DATA -
• • •

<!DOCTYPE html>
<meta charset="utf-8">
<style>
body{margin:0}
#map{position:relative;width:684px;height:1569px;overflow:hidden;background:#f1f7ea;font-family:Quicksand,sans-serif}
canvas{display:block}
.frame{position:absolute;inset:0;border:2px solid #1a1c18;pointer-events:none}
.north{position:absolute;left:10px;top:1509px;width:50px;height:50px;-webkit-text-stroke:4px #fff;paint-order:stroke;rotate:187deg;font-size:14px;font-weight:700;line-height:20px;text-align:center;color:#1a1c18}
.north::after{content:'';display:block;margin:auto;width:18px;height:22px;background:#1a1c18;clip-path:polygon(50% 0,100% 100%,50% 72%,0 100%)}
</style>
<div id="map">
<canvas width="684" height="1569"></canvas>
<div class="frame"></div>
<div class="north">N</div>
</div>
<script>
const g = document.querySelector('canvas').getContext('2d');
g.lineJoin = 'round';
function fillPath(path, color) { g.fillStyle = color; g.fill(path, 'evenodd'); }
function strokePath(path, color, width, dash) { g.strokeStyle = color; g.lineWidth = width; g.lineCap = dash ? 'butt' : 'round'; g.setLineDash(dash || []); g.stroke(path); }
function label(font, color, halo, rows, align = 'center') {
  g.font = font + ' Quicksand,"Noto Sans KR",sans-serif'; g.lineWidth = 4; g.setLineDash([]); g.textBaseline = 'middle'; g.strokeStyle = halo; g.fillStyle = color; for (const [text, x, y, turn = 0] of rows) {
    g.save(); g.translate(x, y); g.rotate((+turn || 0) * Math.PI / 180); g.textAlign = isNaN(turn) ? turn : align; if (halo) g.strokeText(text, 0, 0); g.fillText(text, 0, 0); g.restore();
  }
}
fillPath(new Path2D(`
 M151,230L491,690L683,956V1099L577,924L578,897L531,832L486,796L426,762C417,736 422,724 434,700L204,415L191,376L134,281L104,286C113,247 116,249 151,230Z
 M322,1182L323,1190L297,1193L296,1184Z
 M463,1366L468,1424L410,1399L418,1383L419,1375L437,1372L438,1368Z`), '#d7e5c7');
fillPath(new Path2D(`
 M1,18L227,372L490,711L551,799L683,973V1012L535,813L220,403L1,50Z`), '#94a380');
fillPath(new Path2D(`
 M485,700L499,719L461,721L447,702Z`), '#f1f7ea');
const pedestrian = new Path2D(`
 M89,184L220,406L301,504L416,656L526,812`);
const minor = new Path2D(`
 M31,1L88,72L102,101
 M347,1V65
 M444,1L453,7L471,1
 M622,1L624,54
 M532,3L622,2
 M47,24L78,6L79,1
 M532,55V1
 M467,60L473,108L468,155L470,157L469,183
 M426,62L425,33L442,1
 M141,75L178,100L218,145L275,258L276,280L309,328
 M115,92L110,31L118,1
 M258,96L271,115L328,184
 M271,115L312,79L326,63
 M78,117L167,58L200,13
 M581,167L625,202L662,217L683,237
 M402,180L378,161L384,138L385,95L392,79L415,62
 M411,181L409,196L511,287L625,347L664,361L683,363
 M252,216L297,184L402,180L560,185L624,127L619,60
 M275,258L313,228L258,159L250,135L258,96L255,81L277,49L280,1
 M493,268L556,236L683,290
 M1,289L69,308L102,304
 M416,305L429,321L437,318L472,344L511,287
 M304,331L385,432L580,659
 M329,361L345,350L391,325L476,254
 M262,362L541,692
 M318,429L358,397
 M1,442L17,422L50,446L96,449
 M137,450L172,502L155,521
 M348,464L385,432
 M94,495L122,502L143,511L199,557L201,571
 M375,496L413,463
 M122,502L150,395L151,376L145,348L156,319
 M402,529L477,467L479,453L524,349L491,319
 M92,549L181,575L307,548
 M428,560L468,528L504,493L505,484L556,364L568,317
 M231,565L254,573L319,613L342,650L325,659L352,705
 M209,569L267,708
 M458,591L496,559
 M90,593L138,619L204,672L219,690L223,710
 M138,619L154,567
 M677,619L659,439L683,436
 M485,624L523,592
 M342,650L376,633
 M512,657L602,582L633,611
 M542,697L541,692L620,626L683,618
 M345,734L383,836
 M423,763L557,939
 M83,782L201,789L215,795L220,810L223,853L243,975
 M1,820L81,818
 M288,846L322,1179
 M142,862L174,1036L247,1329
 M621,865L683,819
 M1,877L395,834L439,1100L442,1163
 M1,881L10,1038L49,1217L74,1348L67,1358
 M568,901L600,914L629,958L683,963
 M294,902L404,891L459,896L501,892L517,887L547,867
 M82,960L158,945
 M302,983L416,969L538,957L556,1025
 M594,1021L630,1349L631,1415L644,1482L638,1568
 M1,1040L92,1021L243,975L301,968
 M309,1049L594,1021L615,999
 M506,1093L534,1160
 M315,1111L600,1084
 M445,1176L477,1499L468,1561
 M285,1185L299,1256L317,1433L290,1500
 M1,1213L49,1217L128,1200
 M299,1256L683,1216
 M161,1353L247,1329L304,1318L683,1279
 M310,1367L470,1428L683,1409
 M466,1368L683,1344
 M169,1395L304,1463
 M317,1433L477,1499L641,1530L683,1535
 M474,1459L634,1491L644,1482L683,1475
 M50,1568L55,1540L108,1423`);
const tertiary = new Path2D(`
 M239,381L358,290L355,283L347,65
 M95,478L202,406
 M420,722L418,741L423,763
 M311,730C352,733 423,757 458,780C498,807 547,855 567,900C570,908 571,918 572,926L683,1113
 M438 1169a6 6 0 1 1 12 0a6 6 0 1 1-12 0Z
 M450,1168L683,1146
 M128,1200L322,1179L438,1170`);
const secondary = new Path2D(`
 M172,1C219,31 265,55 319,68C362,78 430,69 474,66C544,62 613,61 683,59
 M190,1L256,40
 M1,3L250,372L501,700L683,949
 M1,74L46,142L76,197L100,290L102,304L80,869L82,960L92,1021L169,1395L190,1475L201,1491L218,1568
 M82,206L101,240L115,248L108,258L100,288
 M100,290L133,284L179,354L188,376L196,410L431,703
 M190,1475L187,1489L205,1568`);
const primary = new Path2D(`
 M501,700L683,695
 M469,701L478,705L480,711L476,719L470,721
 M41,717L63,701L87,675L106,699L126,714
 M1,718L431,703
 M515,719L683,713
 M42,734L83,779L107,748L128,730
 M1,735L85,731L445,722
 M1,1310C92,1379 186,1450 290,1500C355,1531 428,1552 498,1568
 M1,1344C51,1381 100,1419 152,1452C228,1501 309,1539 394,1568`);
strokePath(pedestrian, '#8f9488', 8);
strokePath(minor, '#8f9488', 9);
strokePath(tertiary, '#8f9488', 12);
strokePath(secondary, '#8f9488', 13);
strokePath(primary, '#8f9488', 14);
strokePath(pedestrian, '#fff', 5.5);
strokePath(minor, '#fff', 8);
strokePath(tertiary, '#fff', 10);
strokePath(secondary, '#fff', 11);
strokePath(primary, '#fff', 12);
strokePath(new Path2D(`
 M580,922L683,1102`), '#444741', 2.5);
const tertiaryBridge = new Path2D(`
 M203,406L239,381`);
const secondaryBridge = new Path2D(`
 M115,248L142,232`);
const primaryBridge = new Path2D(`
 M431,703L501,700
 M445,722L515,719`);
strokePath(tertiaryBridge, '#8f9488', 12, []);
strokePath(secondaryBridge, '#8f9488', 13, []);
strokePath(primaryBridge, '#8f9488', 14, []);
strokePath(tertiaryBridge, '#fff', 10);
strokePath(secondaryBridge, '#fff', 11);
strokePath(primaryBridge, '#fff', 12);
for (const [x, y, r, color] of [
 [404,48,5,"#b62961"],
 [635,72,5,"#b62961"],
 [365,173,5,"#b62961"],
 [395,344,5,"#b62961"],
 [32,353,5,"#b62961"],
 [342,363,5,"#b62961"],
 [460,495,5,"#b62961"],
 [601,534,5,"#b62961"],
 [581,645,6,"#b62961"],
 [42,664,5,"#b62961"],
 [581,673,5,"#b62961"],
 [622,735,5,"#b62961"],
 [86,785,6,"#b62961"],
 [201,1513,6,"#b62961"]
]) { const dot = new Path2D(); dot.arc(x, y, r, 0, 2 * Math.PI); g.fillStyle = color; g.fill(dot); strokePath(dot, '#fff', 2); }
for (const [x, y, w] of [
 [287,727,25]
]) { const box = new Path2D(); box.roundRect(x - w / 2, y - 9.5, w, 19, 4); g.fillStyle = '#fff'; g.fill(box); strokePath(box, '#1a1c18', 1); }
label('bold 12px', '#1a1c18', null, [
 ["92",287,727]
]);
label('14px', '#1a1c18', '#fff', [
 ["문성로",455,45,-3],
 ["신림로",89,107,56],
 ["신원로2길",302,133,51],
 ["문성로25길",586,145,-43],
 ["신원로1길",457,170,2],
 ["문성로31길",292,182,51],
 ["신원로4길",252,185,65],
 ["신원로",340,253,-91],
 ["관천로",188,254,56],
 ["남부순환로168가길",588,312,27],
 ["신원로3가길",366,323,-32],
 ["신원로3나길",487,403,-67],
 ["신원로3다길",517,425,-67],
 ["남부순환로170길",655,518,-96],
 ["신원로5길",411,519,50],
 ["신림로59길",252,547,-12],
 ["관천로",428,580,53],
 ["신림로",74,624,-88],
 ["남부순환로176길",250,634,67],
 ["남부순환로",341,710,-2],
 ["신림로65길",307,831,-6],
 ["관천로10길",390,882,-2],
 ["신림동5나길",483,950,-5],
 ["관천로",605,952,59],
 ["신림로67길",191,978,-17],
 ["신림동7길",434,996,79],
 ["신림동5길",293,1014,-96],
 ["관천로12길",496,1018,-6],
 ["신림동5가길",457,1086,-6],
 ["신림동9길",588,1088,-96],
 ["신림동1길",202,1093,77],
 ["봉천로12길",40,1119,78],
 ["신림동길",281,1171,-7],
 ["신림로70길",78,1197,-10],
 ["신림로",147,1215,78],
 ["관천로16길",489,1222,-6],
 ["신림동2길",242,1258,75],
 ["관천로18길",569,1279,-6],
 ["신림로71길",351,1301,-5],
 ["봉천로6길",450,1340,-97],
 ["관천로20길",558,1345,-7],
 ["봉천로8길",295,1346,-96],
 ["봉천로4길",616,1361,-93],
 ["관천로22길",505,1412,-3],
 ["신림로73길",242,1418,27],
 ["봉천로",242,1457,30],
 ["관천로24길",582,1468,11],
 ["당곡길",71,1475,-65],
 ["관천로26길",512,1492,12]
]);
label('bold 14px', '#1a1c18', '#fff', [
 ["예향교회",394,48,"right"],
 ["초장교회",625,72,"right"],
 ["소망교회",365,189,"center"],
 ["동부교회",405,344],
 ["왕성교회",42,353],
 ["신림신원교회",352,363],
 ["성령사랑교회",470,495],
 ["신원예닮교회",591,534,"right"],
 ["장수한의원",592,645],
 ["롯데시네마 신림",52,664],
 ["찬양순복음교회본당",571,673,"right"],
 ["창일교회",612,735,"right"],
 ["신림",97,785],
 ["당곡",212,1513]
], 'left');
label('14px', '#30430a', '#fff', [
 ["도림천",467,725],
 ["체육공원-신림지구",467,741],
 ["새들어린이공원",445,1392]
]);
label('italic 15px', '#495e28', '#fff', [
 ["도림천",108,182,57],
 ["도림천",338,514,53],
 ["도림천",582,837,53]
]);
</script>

• • •

WHAT YOU SHOULD DO - For each line of the entries that contains the word "display", make a copy.

EXPECTED OUTPUT -
canvas{display:block}
.north::after{content:'';display:block;margin:auto;width:18px;height:22px;background:#1a1c18;clip-path:polygon(50% 0,100% 100%,50% 72%,0 100%)}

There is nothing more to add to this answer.